Aim of the exercise: Restate the data below word for word, and let no image into your version.

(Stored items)
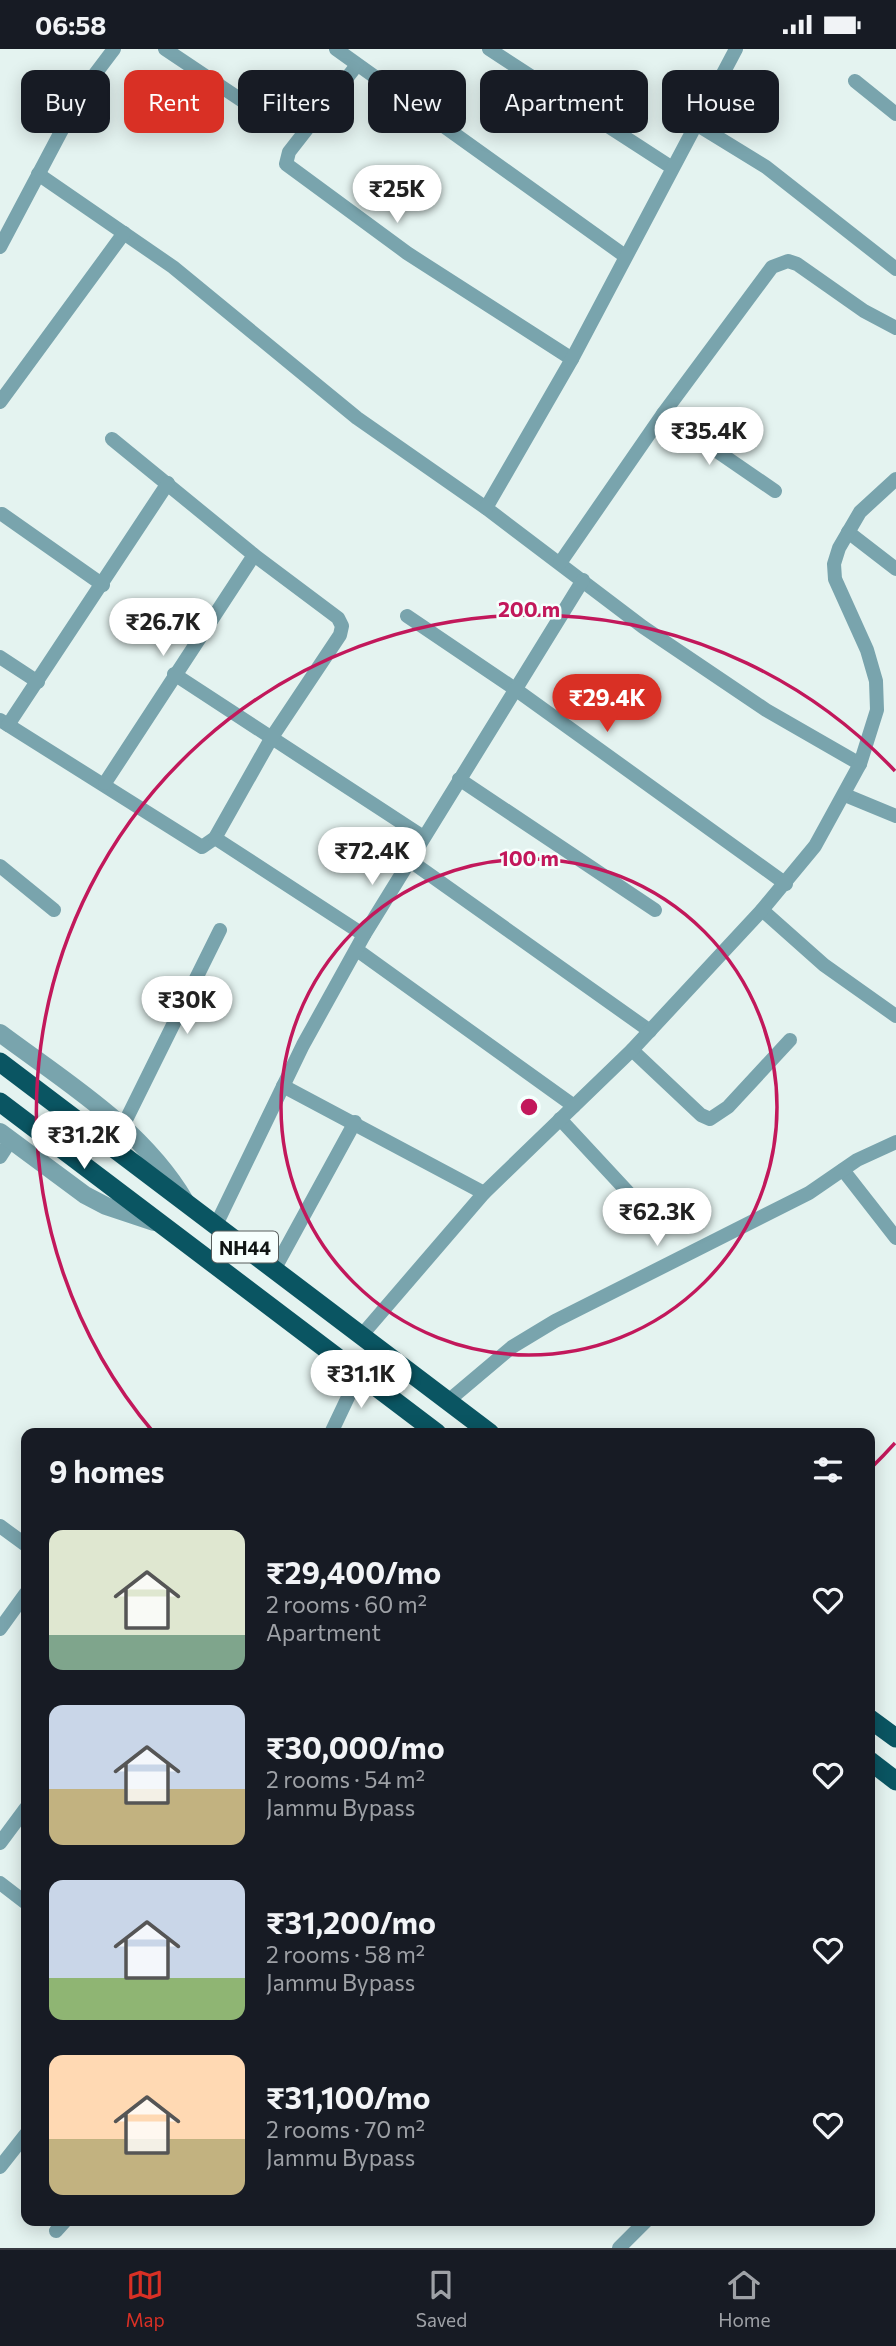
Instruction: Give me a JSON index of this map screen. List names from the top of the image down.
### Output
{
  "streets": {
    "highway": ["NH44"]
  },
  "page": {
    "status": "06:58",
    "chip": [
      "Buy",
      "Rent",
      "Filters",
      "New",
      "Apartment",
      "House"
    ],
    "price": [
      "₹25K",
      "₹35.4K",
      "₹26.7K",
      "₹29.4K",
      "₹72.4K",
      "₹30K",
      "₹31.2K",
      "₹62.3K",
      "₹31.1K"
    ],
    "heading": "9 homes",
    "list": [
      {
        "name": "₹29,400/mo",
        "note": "2 rooms · 60 m² · Apartment"
      },
      {
        "name": "₹30,000/mo",
        "note": "2 rooms · 54 m² · Jammu Bypass"
      },
      {
        "name": "₹31,200/mo",
        "note": "2 rooms · 58 m² · Jammu Bypass"
      },
      {
        "name": "₹31,100/mo",
        "note": "2 rooms · 70 m² · Jammu Bypass"
      }
    ],
    "tabs": ["Map", "Saved", "Home"]
  },
  "rings": ["200 m", "100 m"]
}
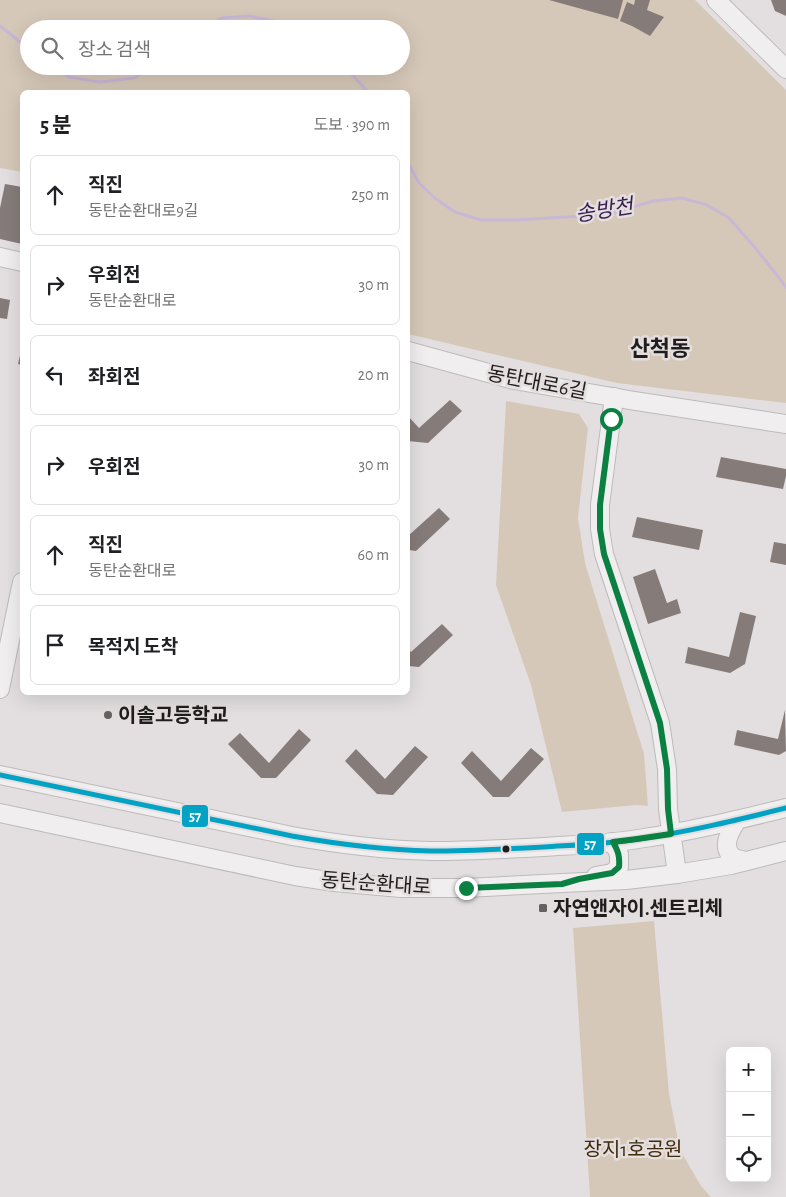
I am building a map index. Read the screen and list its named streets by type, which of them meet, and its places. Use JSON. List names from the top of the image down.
{
  "streets": {
    "main road": ["동탄대로6길", "동탄순환대로"]
  },
  "districts": ["산척동"],
  "water": ["송방천"],
  "parks": ["장지1호공원"],
  "places": {
    "other": ["이솔고등학교"],
    "transit": ["자연앤자이.센트리체"]
  },
  "lines": ["transit line 57"],
  "page": {
    "search": "장소 검색",
    "heading": ["5 분", "도보 · 390 m"],
    "list": [
      ["직진", "동탄순환대로9길", "250 m"],
      ["우회전", "동탄순환대로", "30 m"],
      ["좌회전", "20 m"],
      ["우회전", "30 m"],
      ["직진", "동탄순환대로", "60 m"],
      "목적지 도착"
    ],
    "map_buttons": ["+", "−"]
  }
}
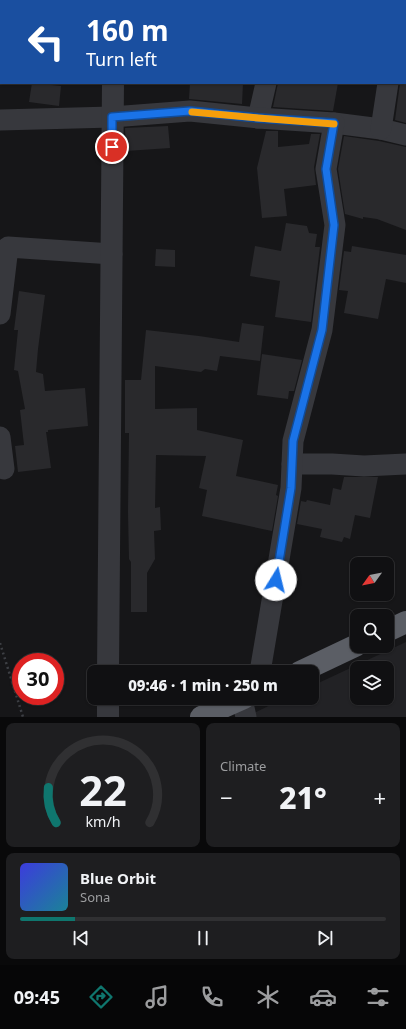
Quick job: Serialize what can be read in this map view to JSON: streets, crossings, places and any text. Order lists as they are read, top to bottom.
{
  "north": "bottom left",
  "page": {
    "turn": ["160 m", "Turn left"],
    "limit": "30",
    "trip": "09:46 · 1 min · 250 m",
    "tile": "Climate",
    "heat": ["−", "21°", "+"],
    "song": ["Blue Orbit", "Sona"],
    "tabs": "09:45",
    "gauge": ["22", "km/h"]
  }
}
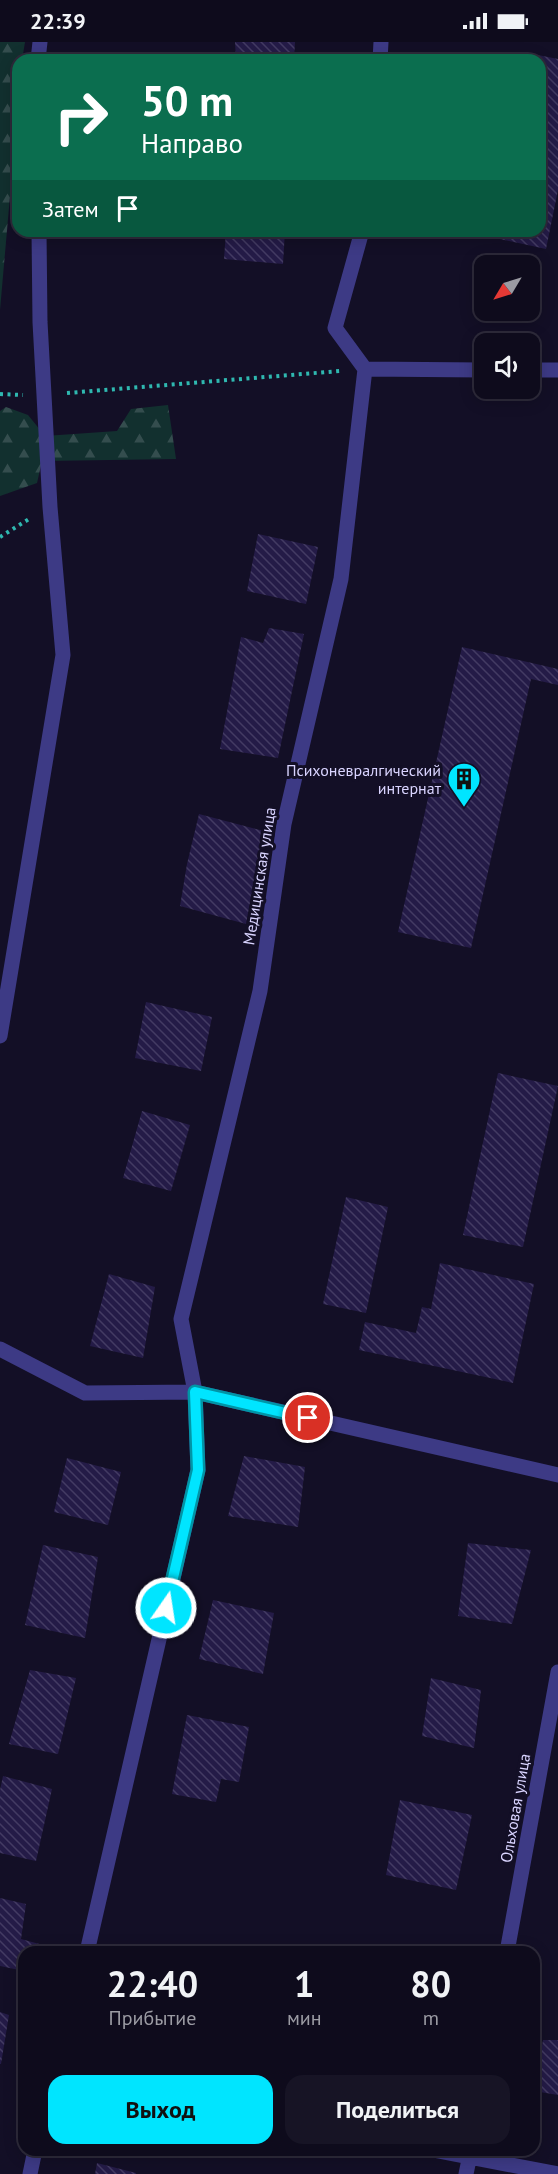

Output for this exercise:
Instruction: Give me a JSON index of this map screen. List names from the top of the image down.
### Output
{
  "streets": {
    "highway": ["NH44"]
  },
  "page": {
    "status": "06:58",
    "chip": [
      "Buy",
      "Rent",
      "Filters",
      "New",
      "Apartment",
      "House"
    ],
    "price": [
      "₹25K",
      "₹35.4K",
      "₹26.7K",
      "₹29.4K",
      "₹72.4K",
      "₹30K",
      "₹31.2K",
      "₹62.3K",
      "₹31.1K"
    ],
    "heading": "9 homes",
    "list": [
      {
        "name": "₹29,400/mo",
        "note": "2 rooms · 60 m² · Apartment"
      },
      {
        "name": "₹30,000/mo",
        "note": "2 rooms · 54 m² · Jammu Bypass"
      },
      {
        "name": "₹31,200/mo",
        "note": "2 rooms · 58 m² · Jammu Bypass"
      },
      {
        "name": "₹31,100/mo",
        "note": "2 rooms · 70 m² · Jammu Bypass"
      }
    ],
    "tabs": ["Map", "Saved", "Home"]
  },
  "rings": ["200 m", "100 m"]
}
I am building a map index. Read the screen and list its named streets by type, which of them meet, and its places. Use JSON. List names from the top of the image down.
{
  "streets": {
    "main road": ["동탄대로6길", "동탄순환대로"]
  },
  "districts": ["산척동"],
  "water": ["송방천"],
  "parks": ["장지1호공원"],
  "places": {
    "other": ["이솔고등학교"],
    "transit": ["자연앤자이.센트리체"]
  },
  "lines": ["transit line 57"],
  "page": {
    "search": "장소 검색",
    "heading": ["5 분", "도보 · 390 m"],
    "list": [
      ["직진", "동탄순환대로9길", "250 m"],
      ["우회전", "동탄순환대로", "30 m"],
      ["좌회전", "20 m"],
      ["우회전", "30 m"],
      ["직진", "동탄순환대로", "60 m"],
      "목적지 도착"
    ],
    "map_buttons": ["+", "−"]
  }
}
Quick job: Serialize what can be read in this map view to JSON: streets, crossings, places and any text. Order lists as they are read, top to bottom.
{
  "north": "bottom left",
  "page": {
    "turn": ["160 m", "Turn left"],
    "limit": "30",
    "trip": "09:46 · 1 min · 250 m",
    "tile": "Climate",
    "heat": ["−", "21°", "+"],
    "song": ["Blue Orbit", "Sona"],
    "tabs": "09:45",
    "gauge": ["22", "km/h"]
  }
}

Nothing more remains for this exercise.